▶ Aim of the exercise
Quote only the span from the first line of the entries to the line containing "display:flex; align-items:center; gap:42px;", both ends kept. Leave every picture out.

***** Records for processing *****

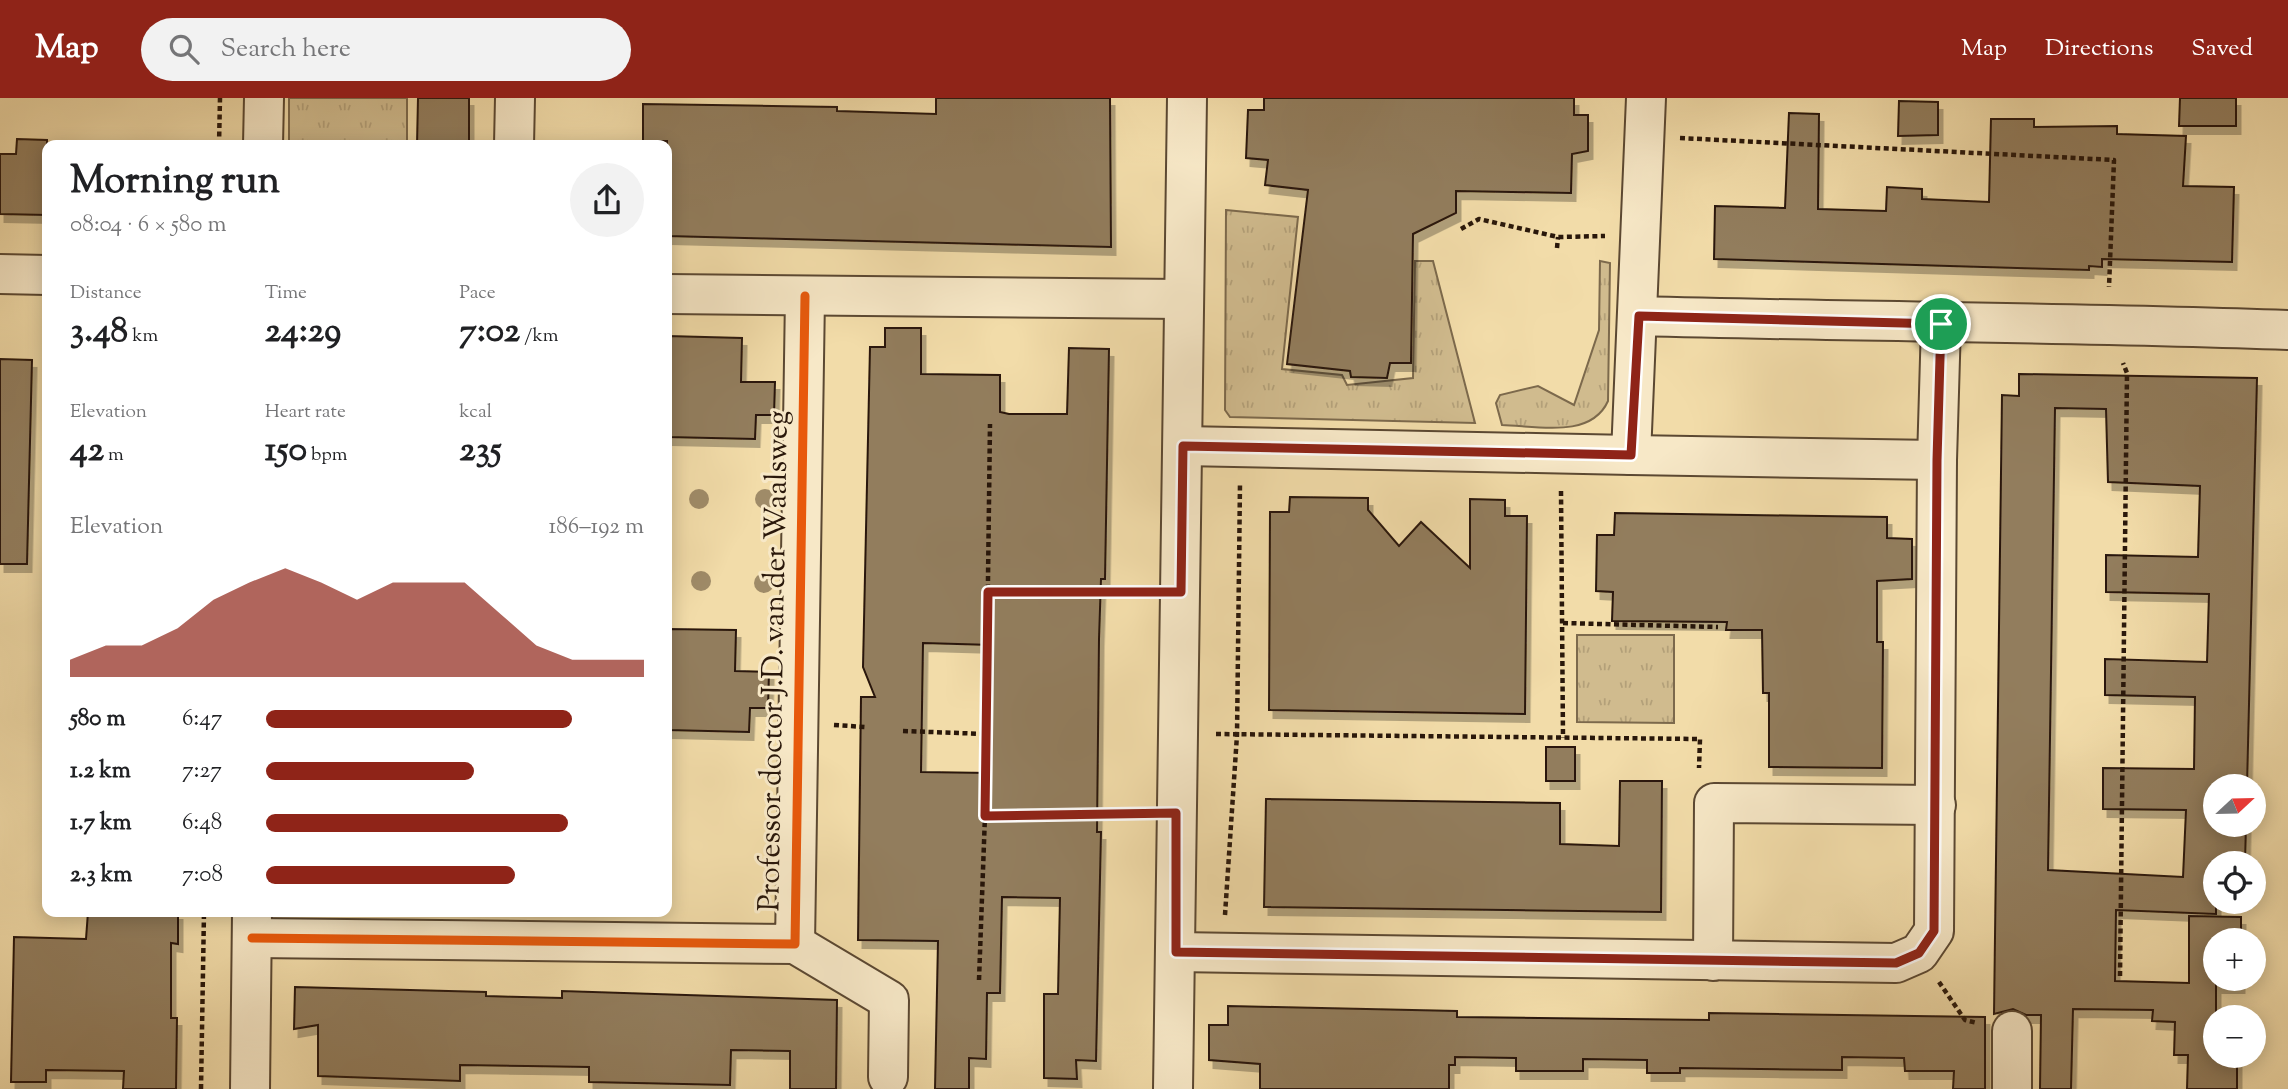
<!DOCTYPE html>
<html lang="en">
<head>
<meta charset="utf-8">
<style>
  body { margin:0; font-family:"Sorts Mill Goudy",serif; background:#f2f2f2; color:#202124; height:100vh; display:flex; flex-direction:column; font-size:26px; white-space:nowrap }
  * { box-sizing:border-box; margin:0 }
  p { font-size:23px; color:#757577 }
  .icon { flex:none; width:38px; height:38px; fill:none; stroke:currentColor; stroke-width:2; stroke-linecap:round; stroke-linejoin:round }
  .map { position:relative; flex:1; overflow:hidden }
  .sheet { position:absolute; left:42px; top:42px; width:630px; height:777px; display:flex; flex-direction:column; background:#fff; border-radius:14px; box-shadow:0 4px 18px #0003 }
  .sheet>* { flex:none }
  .needle { width:46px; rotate:68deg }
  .buttons { position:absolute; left:2203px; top:676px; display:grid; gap:14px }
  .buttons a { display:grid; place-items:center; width:63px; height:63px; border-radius:50%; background:#fff; box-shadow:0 4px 18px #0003; font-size:35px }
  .pin { position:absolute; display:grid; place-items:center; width:60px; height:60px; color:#fff; margin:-30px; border:4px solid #fff; border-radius:50%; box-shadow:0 2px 7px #0007 }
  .round { display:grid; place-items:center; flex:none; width:74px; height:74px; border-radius:37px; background:#f2f2f2 }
  .overview { display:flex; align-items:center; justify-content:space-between; height:119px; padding:0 28px }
  h1 { font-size:38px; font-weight:800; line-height:52px }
  .metrics { display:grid; grid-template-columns:repeat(3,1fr); gap:10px; height:119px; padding:7px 28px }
  .metrics div { display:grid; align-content:center }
  .metrics b { font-size:35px; font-weight:800 }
  .metrics small { font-size:19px; font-weight:400 }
  .metrics p { font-size:19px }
  .chart { height:196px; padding:14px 28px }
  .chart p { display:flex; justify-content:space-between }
  .chart svg { width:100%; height:126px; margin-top:7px; fill:#8f2418; opacity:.7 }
  ul { padding:0 28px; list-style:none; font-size:23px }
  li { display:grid; grid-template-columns:112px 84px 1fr; align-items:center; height:52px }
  li i { height:18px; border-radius:9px; background:#8f2418 }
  header { display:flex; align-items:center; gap:42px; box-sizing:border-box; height:98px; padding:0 35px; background:#8f2418; color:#fff }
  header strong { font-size:33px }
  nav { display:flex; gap:38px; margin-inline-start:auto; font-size:24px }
  .search { width:490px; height:63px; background:#f2f2f2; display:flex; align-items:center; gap:18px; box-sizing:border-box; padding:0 24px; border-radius:38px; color:#757577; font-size:26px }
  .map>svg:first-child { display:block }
  .grass { fill:url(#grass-tufts); stroke:#7c694c; stroke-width:2 }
  .building { fill:#927d5d; stroke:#29170a; stroke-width:2; fill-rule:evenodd; filter:url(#shadow) }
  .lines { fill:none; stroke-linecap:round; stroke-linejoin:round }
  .minor-casing { stroke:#5b4832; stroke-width:42 }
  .path { stroke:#29170a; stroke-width:4.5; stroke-dasharray:5 3.5; stroke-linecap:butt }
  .minor { stroke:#f7e8c7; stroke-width:38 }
  .cycleway-casing { stroke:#f7e8c7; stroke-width:13 }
  .cycleway { stroke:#e8590c; stroke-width:9 }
  .tree { fill:#9f8b68 }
  .route-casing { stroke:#fff; stroke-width:14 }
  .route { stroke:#8f2418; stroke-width:9 }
  .labels { text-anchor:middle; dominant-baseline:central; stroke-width:6; stroke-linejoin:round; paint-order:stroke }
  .street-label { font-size:30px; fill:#29170a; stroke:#f7e8c7 }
</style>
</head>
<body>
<header>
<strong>Map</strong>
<div class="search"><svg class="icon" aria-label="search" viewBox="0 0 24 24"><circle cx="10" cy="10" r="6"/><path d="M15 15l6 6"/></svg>Search here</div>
<nav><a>Map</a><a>Directions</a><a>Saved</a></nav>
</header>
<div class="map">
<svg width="2288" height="991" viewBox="0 0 2288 991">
  <defs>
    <pattern id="grass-tufts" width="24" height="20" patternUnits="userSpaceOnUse" patternTransform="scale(1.75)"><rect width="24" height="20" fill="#d0bb8e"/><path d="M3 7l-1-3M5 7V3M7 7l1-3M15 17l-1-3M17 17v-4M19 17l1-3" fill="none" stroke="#b3a079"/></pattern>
    <filter id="shadow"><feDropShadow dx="4.5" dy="8" stdDeviation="0" flood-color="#0004"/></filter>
  </defs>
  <rect width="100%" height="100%" fill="#f2dca9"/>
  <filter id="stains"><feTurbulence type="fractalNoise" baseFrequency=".00286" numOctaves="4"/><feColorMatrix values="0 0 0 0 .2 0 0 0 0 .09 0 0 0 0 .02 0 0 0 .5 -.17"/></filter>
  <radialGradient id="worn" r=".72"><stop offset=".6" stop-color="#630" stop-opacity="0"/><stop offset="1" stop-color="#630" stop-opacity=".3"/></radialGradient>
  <g class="grass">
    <rect x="289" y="0" width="118" height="47"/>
    <polygon points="1226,112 1298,119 1282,271 1342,277 1347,287 1413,280 1415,163 1433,163 1475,325 1230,319 1225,312"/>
    <path d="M1600 163 1610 165 1608 303C1591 341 1537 328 1502 327L1496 305 1500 297 1538 288 1574 307 1599 232Z"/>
    <polygon points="1577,537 1674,537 1674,625 1577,624"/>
  </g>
  <g class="building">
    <polygon points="418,0 469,0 469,47 417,47"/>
    <polygon points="936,0 1110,0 1111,149 667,138 667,43 643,43 643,6 837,9 837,13 936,16"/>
    <polygon points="1264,0 1574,0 1574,17 1588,17 1588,53 1572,56 1571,95 1456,93 1456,115 1413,136 1411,265 1390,265 1387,280 1351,279 1350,273 1287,266 1308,92 1265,87 1268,62 1246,60 1248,12 1264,12"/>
    <polygon points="2180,0 2236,0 2236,28 2179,28"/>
    <polygon points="1899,3 1938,4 1938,37 1898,38"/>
    <polygon points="1789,15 1819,16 1818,111 1886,113 1887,89 1922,91 1922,101 1989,104 1991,21 2034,21 2034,29 2117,28 2117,36 2186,38 2183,88 2234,89 2232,164 2102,161 2102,169 2089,168 2089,172 1714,161 1715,108 1785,110"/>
    <polygon points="17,41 47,42 47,117 0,116 0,56 16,56"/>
    <path d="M885 230H921V276L1000 277V314L1009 316H1067L1069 250 1109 251 1105 481H1101L1099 541 1097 734H1101L1096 963 1076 962 1077 981 1044 980V896H1058L1060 800 1002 799 1000 895H987L986 961 969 960V991H935L938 843 858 842 861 599H875L863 569 870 249H885ZM923 545 992 547 990 675 921 674Z"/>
    <polygon points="667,238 742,240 741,284 775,284 774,317 756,317 755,341 667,339"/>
    <polygon points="0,261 32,262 27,466 0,466"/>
    <path d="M2019 276 2257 280 2247 688H2216V726H2246L2245 765H2216V816L2116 812 2115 883 2189 885V818L2241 819V842H2216V880H2240V887H2216V957H2237V991H2187L2188 957H2174L2175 924 2152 923 2153 912 2073 911 2071 991H2040L2041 917H2026L2013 911 1994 916 2002 297 2019 298ZM2055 310 2106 311 2108 384 2200 388 2198 459 2106 457V494L2209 496 2207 564 2105 561V597L2195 599 2194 671 2103 670V711L2186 712 2183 779 2048 772Z"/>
    <polygon points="1290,399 1368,400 1368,412 1399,448 1421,424 1470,470 1470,401 1505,402 1505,418 1527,418 1525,616 1269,612 1270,414 1289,414"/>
    <polygon points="1615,415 1887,419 1887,440 1912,441 1912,481 1877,483 1877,544 1883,544 1882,670 1769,669 1769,595 1763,595 1762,532 1726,532 1727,524 1612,523 1613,494 1596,493 1597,437 1614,437"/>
    <polygon points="667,531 736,532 735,573 769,574 768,610 750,610 749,634 667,632"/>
    <rect x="1546" y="649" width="29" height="34"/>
    <polygon points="1620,683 1662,683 1661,814 1264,809 1266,701 1560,705 1560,746 1619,748"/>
    <polygon points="88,814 178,814 178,846 171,845 171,920 177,920 176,991 123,991 124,973 46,972 46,984 11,984 14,839 86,841"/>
    <polygon points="295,889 486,894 486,898 562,900 562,893 837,902 836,991 790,991 790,953 731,952 730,987 589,984 589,969 527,968 460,967 460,983 318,978 318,927 294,931"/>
    <polygon points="1228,908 1457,913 1457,919 1709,922 1709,915 1985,919 1985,991 1953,991 1954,973 1905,973 1904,960 1842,959 1842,972 1680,970 1680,975 1647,975 1647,962 1583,961 1583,973 1516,973 1516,960 1455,959 1455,967 1449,967 1449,991 1260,991 1260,966 1209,962 1209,927 1228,927"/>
  </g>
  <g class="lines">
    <defs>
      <g id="minor">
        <polyline points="263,47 264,0"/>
        <polyline points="514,47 515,0"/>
        <polyline points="0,176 47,177"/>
        <polyline points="667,196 1182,201"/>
        <path d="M1639 218C1855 224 2072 224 2288 232"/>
        <polyline points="1183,348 1631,357 1646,0"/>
        <polyline points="1631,357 1937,362"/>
        <polyline points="252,840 795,846 805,198"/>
        <polyline points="795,846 889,902 888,979"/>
        <polyline points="1176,854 1896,865 1919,855 1934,833 1937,362 1941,226"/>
        <polyline points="1713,863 1714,705 1936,707"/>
        <polyline points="2012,933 2012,991"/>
        <polyline points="250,991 252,815"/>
        <polyline points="1173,991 1187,0"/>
      </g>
    </defs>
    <use href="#minor" class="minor-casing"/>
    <g class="path">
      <polyline points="1680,40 2114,62 2109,189"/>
      <polyline points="219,47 220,0"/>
      <polyline points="1461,131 1479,121 1558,139 1605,138"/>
      <polyline points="1557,150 1558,139"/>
      <polyline points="1561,393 1563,640"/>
      <polyline points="988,493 1145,494"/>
      <polyline points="667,512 668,512"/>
      <polyline points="1563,525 1718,529"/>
      <polyline points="834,627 865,629"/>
      <polyline points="903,633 986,636 985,717 1141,715"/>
      <polyline points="986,636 990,326"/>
      <polyline points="1216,636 1700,641 1699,670"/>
      <polyline points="1225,817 1237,637 1240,385"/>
      <polyline points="2120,878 2127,275 2123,265"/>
      <polyline points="979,882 985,717"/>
      <polyline points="1939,884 1965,922 1977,925"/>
      <polyline points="201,991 204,814"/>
    </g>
    <use href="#minor" class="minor"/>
    <defs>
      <g id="cycleway">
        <polyline points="252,840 795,846 805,198"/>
        <polyline points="1176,854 1896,865 1919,855 1934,833 1937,362 1941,226"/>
      </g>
    </defs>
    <use href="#cycleway" class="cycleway-casing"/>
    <use href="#cycleway" class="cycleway"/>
  </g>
  <g class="tree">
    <circle cx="699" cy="401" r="10"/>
    <circle cx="765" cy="401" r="10"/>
    <circle cx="701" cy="483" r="10"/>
    <circle cx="764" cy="485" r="10"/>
  </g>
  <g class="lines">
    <defs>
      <polygon id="route" points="1639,218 1941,226 1937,362 1934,833 1919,855 1896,865 1176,854 1176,715 985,718 988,494 1181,494 1183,348 1631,357"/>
    </defs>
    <use href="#route" class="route-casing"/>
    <use href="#route" class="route"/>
  </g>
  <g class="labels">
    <g class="street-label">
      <text transform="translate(775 563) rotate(-89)">Professor doctor J.D. van der Waalsweg</text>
    </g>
  </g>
  <rect width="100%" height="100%" filter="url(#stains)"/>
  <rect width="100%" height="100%" fill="url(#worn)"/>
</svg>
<div class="buttons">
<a><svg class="needle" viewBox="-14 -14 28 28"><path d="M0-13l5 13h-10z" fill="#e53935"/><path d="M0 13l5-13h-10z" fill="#757577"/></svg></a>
<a><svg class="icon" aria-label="locate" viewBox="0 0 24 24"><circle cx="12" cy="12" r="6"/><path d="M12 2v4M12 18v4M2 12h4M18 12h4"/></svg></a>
<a>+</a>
<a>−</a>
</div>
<div class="pin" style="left:1941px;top:226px;background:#1e9e55"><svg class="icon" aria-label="arrive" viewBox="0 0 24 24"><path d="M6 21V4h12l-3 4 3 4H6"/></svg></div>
<section class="sheet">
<div class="overview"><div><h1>Morning run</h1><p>08:04 · 6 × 580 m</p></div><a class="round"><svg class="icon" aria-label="share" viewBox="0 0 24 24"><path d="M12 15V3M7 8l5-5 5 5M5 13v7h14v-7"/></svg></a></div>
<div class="metrics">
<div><p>Distance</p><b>3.48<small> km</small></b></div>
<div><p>Time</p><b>24:29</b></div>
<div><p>Pace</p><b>7:02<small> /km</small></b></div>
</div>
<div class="metrics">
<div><p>Elevation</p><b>42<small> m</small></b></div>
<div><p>Heart rate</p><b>150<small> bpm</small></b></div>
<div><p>kcal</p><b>235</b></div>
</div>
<div class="chart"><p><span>Elevation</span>186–192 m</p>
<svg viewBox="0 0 160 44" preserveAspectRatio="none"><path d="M0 44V38L10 33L20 33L30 27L40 17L50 11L60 6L70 11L80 17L90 11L100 11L110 11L120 22L130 33L140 38L150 38L160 38V44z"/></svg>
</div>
<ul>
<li><b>580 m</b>6:47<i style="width:81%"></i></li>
<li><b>1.2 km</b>7:27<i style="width:55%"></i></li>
<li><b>1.7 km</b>6:48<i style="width:80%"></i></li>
<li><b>2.3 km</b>7:08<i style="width:66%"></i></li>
</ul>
</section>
</div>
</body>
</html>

*****

▶ Solution for this problem
<!DOCTYPE html>
<html lang="en">
<head>
<meta charset="utf-8">
<style>
  body { margin:0; font-family:"Sorts Mill Goudy",serif; background:#f2f2f2; color:#202124; height:100vh; display:flex; flex-direction:column; font-size:26px; white-space:nowrap }
  * { box-sizing:border-box; margin:0 }
  p { font-size:23px; color:#757577 }
  .icon { flex:none; width:38px; height:38px; fill:none; stroke:currentColor; stroke-width:2; stroke-linecap:round; stroke-linejoin:round }
  .map { position:relative; flex:1; overflow:hidden }
  .sheet { position:absolute; left:42px; top:42px; width:630px; height:777px; display:flex; flex-direction:column; background:#fff; border-radius:14px; box-shadow:0 4px 18px #0003 }
  .sheet>* { flex:none }
  .needle { width:46px; rotate:68deg }
  .buttons { position:absolute; left:2203px; top:676px; display:grid; gap:14px }
  .buttons a { display:grid; place-items:center; width:63px; height:63px; border-radius:50%; background:#fff; box-shadow:0 4px 18px #0003; font-size:35px }
  .pin { position:absolute; display:grid; place-items:center; width:60px; height:60px; color:#fff; margin:-30px; border:4px solid #fff; border-radius:50%; box-shadow:0 2px 7px #0007 }
  .round { display:grid; place-items:center; flex:none; width:74px; height:74px; border-radius:37px; background:#f2f2f2 }
  .overview { display:flex; align-items:center; justify-content:space-between; height:119px; padding:0 28px }
  h1 { font-size:38px; font-weight:800; line-height:52px }
  .metrics { display:grid; grid-template-columns:repeat(3,1fr); gap:10px; height:119px; padding:7px 28px }
  .metrics div { display:grid; align-content:center }
  .metrics b { font-size:35px; font-weight:800 }
  .metrics small { font-size:19px; font-weight:400 }
  .metrics p { font-size:19px }
  .chart { height:196px; padding:14px 28px }
  .chart p { display:flex; justify-content:space-between }
  .chart svg { width:100%; height:126px; margin-top:7px; fill:#8f2418; opacity:.7 }
  ul { padding:0 28px; list-style:none; font-size:23px }
  li { display:grid; grid-template-columns:112px 84px 1fr; align-items:center; height:52px }
  li i { height:18px; border-radius:9px; background:#8f2418 }
  header { display:flex; align-items:center; gap:42px; box-sizing:border-box; height:98px; padding:0 35px; background:#8f2418; color:#fff }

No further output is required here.